Dans la majorité, Agnès Firmin-Le Bodo (groupe Agir) a plaidé pour la "liberté de choisir notre mort et de l'encadrer", une position reprise par de nombreux élus dans la majorité comme l'opposition.
- "Doutes" -
Mais face à la mobilisation des partisans de l'euthanasie, "les doutes sont aussi largement partagés sur ces bancs", a souligné Aurore Bergé (LREM). Des doutes aussi exprimés par le communiste Pierre Dharréville face à une "rupture éthique".
Très applaudie, Anne Genetet, autre LREM, a rappelé en tant que médecin que son serment d'Hippocrate "dit que je ne donnerai jamais la mort volontairement".

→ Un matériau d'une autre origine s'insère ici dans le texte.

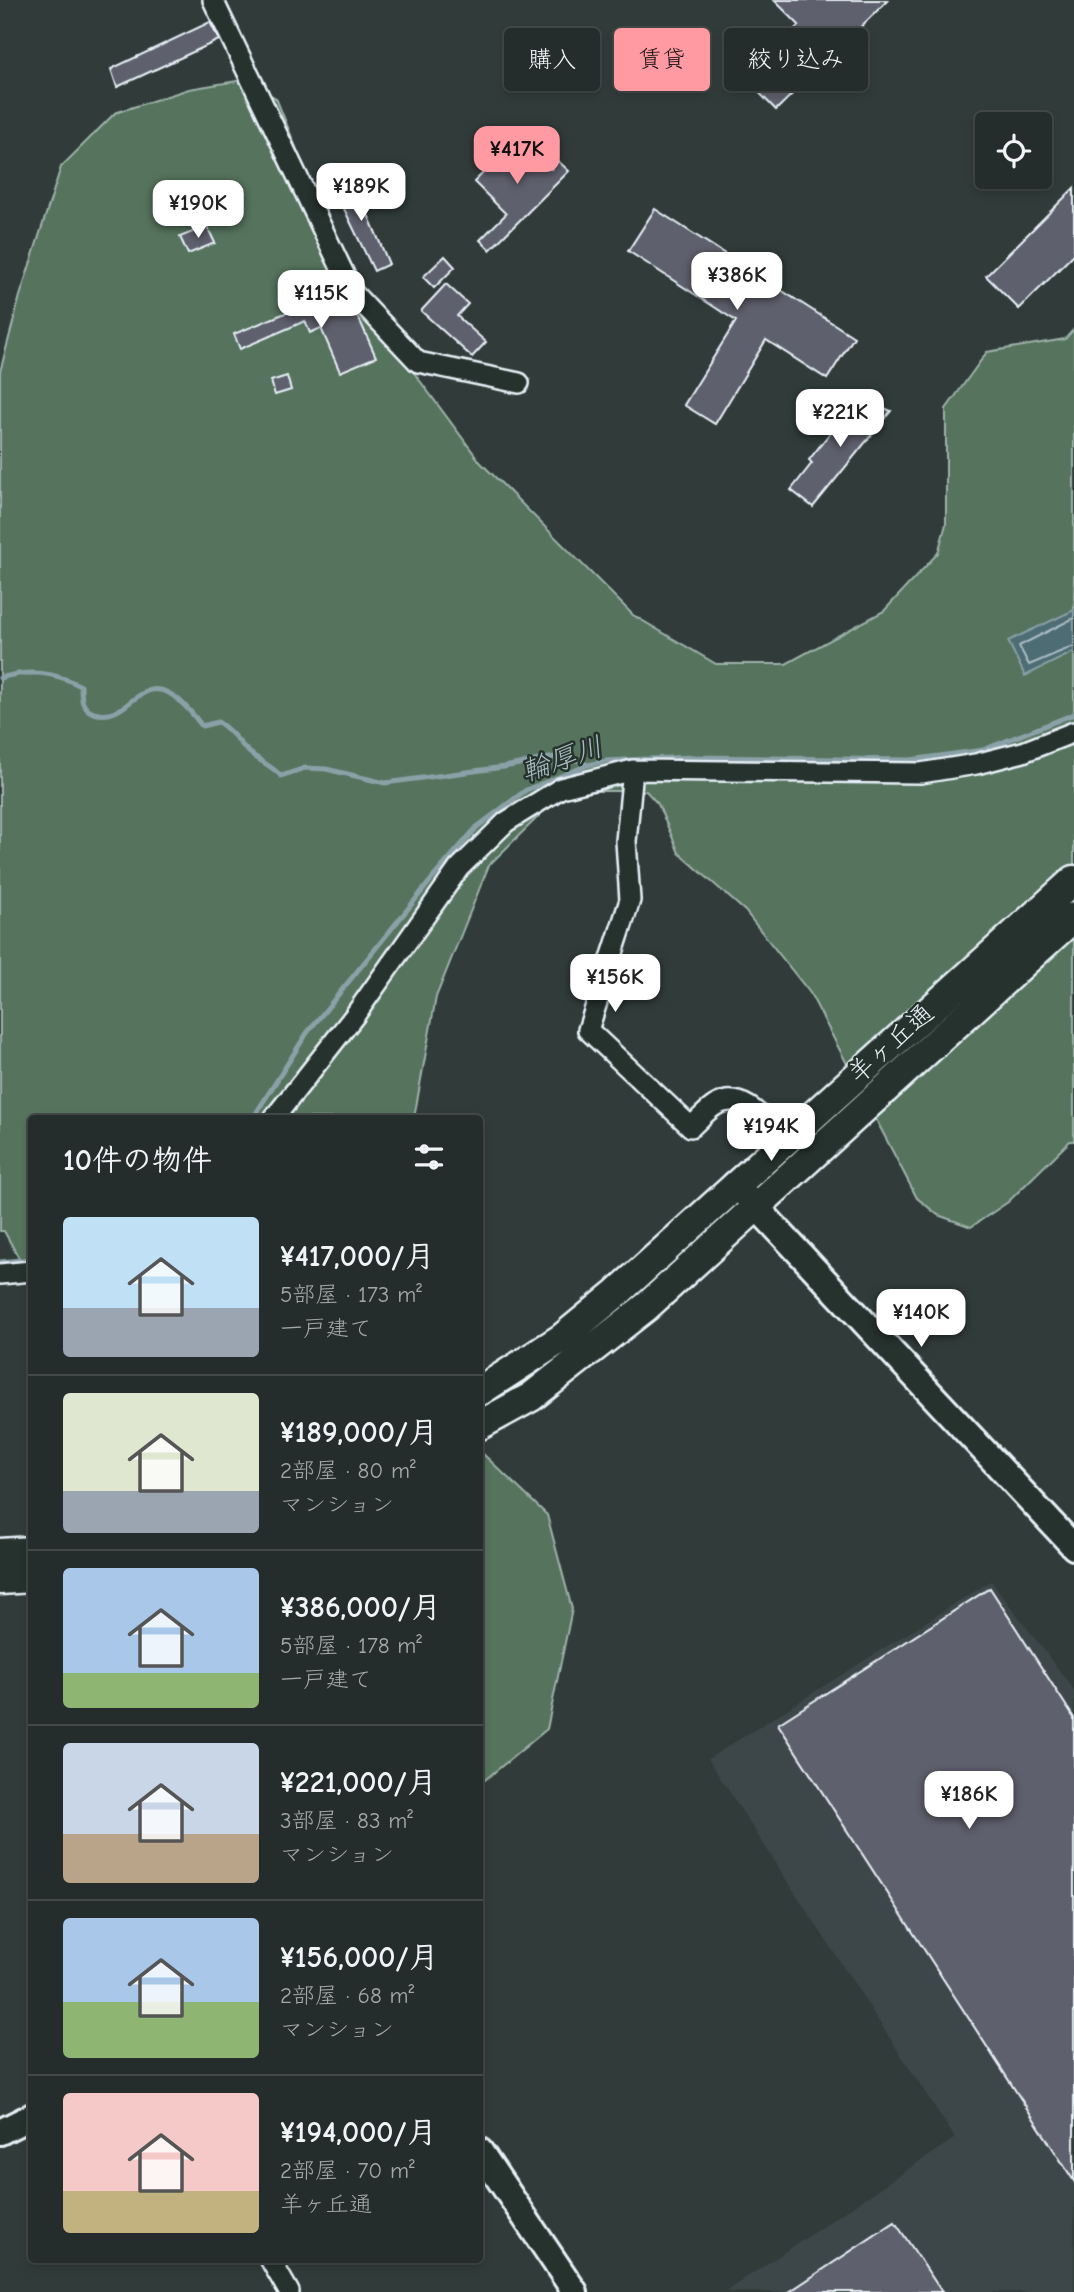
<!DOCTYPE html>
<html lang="ja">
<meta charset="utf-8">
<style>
:root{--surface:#252d2c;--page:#2d3534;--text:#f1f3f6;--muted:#a3a8a9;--line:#424948;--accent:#ff9aa2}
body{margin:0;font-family:"Comic Neue","Klee One",sans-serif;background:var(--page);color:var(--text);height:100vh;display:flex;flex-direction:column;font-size:26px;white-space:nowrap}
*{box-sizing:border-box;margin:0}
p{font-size:23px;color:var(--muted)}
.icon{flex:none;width:38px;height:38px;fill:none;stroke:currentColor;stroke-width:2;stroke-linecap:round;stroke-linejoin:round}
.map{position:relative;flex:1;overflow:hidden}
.details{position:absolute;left:28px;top:1115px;width:455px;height:1148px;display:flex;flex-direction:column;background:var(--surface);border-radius:7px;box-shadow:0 4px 10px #0003,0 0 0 2px var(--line)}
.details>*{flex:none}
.guide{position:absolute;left:504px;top:28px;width:464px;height:63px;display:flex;gap:14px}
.fabs{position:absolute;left:975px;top:112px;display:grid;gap:14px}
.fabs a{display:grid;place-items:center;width:77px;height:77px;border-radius:7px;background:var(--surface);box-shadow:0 4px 10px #0003,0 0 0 2px var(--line);font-size:35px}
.price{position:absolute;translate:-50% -60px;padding:0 16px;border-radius:14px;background:#fff;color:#222;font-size:23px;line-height:46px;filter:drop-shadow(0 2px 4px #0008)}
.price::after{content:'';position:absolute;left:50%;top:42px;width:21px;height:16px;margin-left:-10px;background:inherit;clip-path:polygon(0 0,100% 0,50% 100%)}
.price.active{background:var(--accent);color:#111}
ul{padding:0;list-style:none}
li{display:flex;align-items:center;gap:21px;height:175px;padding:0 35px}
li+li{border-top:2px solid var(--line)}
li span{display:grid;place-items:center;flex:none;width:196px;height:140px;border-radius:7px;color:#555}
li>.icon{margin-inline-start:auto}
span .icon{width:84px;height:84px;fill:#fffc;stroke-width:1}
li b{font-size:30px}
h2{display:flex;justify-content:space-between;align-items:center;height:84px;padding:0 35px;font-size:30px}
.chip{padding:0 24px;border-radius:7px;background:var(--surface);box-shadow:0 4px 10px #0003,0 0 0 2px var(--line);font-size:24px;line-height:63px}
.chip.active{background:var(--accent);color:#111}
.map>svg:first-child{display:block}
.built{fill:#3e4749}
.green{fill:#54735d;stroke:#9eb2aa;stroke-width:2}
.water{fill:#4d6c73;stroke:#8ba1a8;stroke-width:2}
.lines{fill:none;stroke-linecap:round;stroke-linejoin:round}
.shore{stroke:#aabcc3;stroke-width:2}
.stream{stroke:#8ba1a8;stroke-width:5}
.building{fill:#5e606d;stroke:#e8f1f8;stroke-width:2}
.minor-casing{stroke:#e8f1f8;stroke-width:24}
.tertiary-casing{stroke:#e8f1f8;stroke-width:30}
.secondary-casing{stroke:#e8f1f8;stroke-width:33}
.minor{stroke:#26332d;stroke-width:19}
.tertiary{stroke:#26332d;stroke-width:24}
.secondary{stroke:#26332d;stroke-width:28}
.labels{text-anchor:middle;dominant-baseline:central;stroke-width:5;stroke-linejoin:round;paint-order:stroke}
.street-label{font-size:26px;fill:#e8f1f8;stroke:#26332d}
.water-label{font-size:28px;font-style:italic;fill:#aabcc3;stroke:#26332d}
</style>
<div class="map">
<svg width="1074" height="2292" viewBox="0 0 1074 2292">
<rect width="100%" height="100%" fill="#313c3a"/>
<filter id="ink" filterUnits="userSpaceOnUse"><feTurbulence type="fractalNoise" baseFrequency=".0143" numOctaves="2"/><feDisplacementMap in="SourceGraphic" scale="14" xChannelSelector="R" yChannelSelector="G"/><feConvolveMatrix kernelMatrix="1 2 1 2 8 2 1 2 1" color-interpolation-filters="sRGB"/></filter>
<g filter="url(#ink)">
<path class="built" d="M991,1581l83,109v602h-349l230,-154 -247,-379z"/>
<path class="green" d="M243,80l33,18 61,151 49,86 95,128 152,152 83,49h70l98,-53 54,-58 8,-29v-115l41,-57 78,-13 9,-10v812h-4l-62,61 -37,25 -33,-12 -21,-17 -107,-205 -65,-82 -66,-58 -21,-49 -12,-13h-70l-29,17 -58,57 -53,132 -22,121h-382l-1,162 -27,-49h-4v-859l20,-76 41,-129 54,-54 74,-24z
M480,1451l67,64 25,94 -25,120 -67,55z"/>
<path class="water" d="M1074,610v42l-49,24 -17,-35z"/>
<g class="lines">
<path class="shore" d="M1074,618l-55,28 10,19 45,-19"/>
<path class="stream" d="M0,678c30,-9 54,-6 81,8 0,11 0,23 13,27 26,8 35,-17 57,-23 20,-5 41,23 51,36l16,-4c17,11 20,21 32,31 11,9 22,13 31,23l24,-8 21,1 59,14 119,-16 61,-12 23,10
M253,1118l54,-85 125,-154 45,-52 49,-37 62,-25 18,-4 86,-4 218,3 73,-10 91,-36
M0,1262l32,-3"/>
</g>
<path class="building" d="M774,0h114l-112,110 -31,-32 54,-53z
M210,22l9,18 -102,47 -6,-18z
M519,137l32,32 7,-8 11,10 -79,79 -10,-10 26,-26 -32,-32z
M352,177l37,87 -15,7 -41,-85z
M1074,188v66l-55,55 -33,-33z
M655,209l199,128 -27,42 -61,-39 -51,84 -31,-19 52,-84 -108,-70z
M207,226l8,17 -27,11 -8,-17z
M445,256l10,11 -21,21 -11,-11z
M446,284l22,20 -11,12 29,26 -14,15 -51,-46z
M339,291l22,32 15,34 -36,15 -19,-44 -11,5 -5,-12 -65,28 -6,-15z
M287,376l4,14 -16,5 -4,-14z
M858,397l33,14 -78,96 -22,-17 21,-27 -3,-3z
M990,1588l84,130v463l-296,-457z
M895,2222l47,70h-153z"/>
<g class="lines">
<defs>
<path id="minor" d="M213,0l140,293 65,69 101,21
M633,770l-7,71 4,59 -42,130 103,97c8,-7 16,-17 25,-22 27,-16 51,18 68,35
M274,1118l81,-103 104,-147 47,-46 55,-34 72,-18 288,3 55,-9 47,-12 51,-20
M0,1274l32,-3
M270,2259l19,33"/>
<path id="tertiary" d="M735,1184l339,363
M0,2132l32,-16
M480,2151l95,141"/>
<path id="secondary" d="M480,1391l82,-53 56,-46 456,-412
M480,1425l51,-28 115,-90 428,-390
M0,1553l32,-2
M0,1580l32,-2"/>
</defs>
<use href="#minor" class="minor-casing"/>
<use href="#tertiary" class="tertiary-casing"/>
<use href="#secondary" class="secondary-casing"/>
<use href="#minor" class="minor"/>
<use href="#tertiary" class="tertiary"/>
<use href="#secondary" class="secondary"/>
</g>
</g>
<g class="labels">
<g class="street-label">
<text transform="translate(891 1044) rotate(-42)">羊ヶ丘通</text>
</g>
<g class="water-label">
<text transform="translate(562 759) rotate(-19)">輪厚川</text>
</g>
</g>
</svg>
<div class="fabs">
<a><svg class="icon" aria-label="locate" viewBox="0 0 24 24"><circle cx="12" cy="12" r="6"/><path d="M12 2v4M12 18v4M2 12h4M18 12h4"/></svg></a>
</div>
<b class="price active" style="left:517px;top:186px">¥417K</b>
<b class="price" style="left:361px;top:223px">¥189K</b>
<b class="price" style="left:198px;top:240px">¥190K</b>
<b class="price" style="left:737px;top:312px">¥386K</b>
<b class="price" style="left:321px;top:330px">¥115K</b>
<b class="price" style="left:840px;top:449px">¥221K</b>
<b class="price" style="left:615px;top:1014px">¥156K</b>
<b class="price" style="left:771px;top:1163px">¥194K</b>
<b class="price" style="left:921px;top:1349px">¥140K</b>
<b class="price" style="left:969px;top:1831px">¥186K</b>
<div class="guide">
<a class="chip">購入</a>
<a class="chip active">賃貸</a>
<a class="chip">絞り込み</a>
</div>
<section class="details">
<h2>10件の物件<svg class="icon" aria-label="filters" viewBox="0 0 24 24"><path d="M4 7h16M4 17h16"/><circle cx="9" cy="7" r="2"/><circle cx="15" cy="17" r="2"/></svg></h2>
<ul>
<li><span style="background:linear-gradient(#bfe0f5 65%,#9aa5b1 0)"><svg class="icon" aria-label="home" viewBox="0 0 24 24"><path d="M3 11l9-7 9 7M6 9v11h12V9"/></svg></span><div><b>¥417,000/月</b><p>5部屋 · 173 m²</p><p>一戸建て</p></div></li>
<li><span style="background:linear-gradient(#dfe7d0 70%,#9aa5b1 0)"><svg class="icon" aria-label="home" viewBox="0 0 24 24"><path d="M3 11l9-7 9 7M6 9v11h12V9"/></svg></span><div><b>¥189,000/月</b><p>2部屋 · 80 m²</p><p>マンション</p></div></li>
<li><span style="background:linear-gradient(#a9c7e8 75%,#8fb573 0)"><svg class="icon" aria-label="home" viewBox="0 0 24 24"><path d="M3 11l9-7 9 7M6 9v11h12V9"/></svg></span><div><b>¥386,000/月</b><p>5部屋 · 178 m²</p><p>一戸建て</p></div></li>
<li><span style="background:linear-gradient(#c9d6e8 65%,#b9a48a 0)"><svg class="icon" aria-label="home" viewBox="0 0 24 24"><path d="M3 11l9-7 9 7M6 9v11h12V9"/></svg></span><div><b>¥221,000/月</b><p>3部屋 · 83 m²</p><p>マンション</p></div></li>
<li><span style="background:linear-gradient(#a9c7e8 60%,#8fb573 0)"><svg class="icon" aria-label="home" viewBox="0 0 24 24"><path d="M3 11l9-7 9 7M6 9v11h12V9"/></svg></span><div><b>¥156,000/月</b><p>2部屋 · 68 m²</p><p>マンション</p></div></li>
<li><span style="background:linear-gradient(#f6c9c9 70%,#c2b280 0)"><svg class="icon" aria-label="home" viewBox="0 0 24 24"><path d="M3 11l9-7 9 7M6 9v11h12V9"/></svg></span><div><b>¥194,000/月</b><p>2部屋 · 70 m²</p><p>羊ヶ丘通</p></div></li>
</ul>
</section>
</div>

Le texte visait à ouvrir le droit à une "assistance médicalisée active à mourir" pour toute personne majeure, en phase avancée ou terminale d'une affection "grave et incurable".
Parmi ses soutiens, les présidents de quatre groupes parlementaires: Jean-Luc Mélenchon (LFI), Valérie Rabault (PS), Olivier Becht (Agir) et Bertrand Pancher (Libertés et territoires).
Quelque 2.300 émanaient d'une poignée de députés LR, qui ont mené une longue guérilla rendant illusoire toute possibilité de vote final avant minuit. Parmi eux Xavier Breton a dénoncé "une aide au suicide" et la "transgression d'un interdit"
La présidente de la commission des Affaires sociales Fadila Khattabi (LREM) a déploré que les échanges soient de fait "censurés par quelques parlementaires opposés au sujet de la fin de vie".
Des voix célèbres s'étaient élevées ces derniers jours dans les deux camps: la comédienne Line Renaud pour appuyer "un progrès essentiel", l'écrivain Michel Houellebecq pour estimer qu'avec cette loi, la France perdrait "tout droit au respect".
Les partisans du texte soulignent que l'euthanasie active avec assistance médicale est déjà permise en Belgique, en Suisse et aux Pays-Bas, et que l'Espagne et le Portugal viennent de légiférer en sa faveur.
Emmanuel Macron n'avait pas pris d'engagement en 2017 sur ce sujet, hormis indiquer qu'il préfèrerait personnellement choisir sa fin de vie.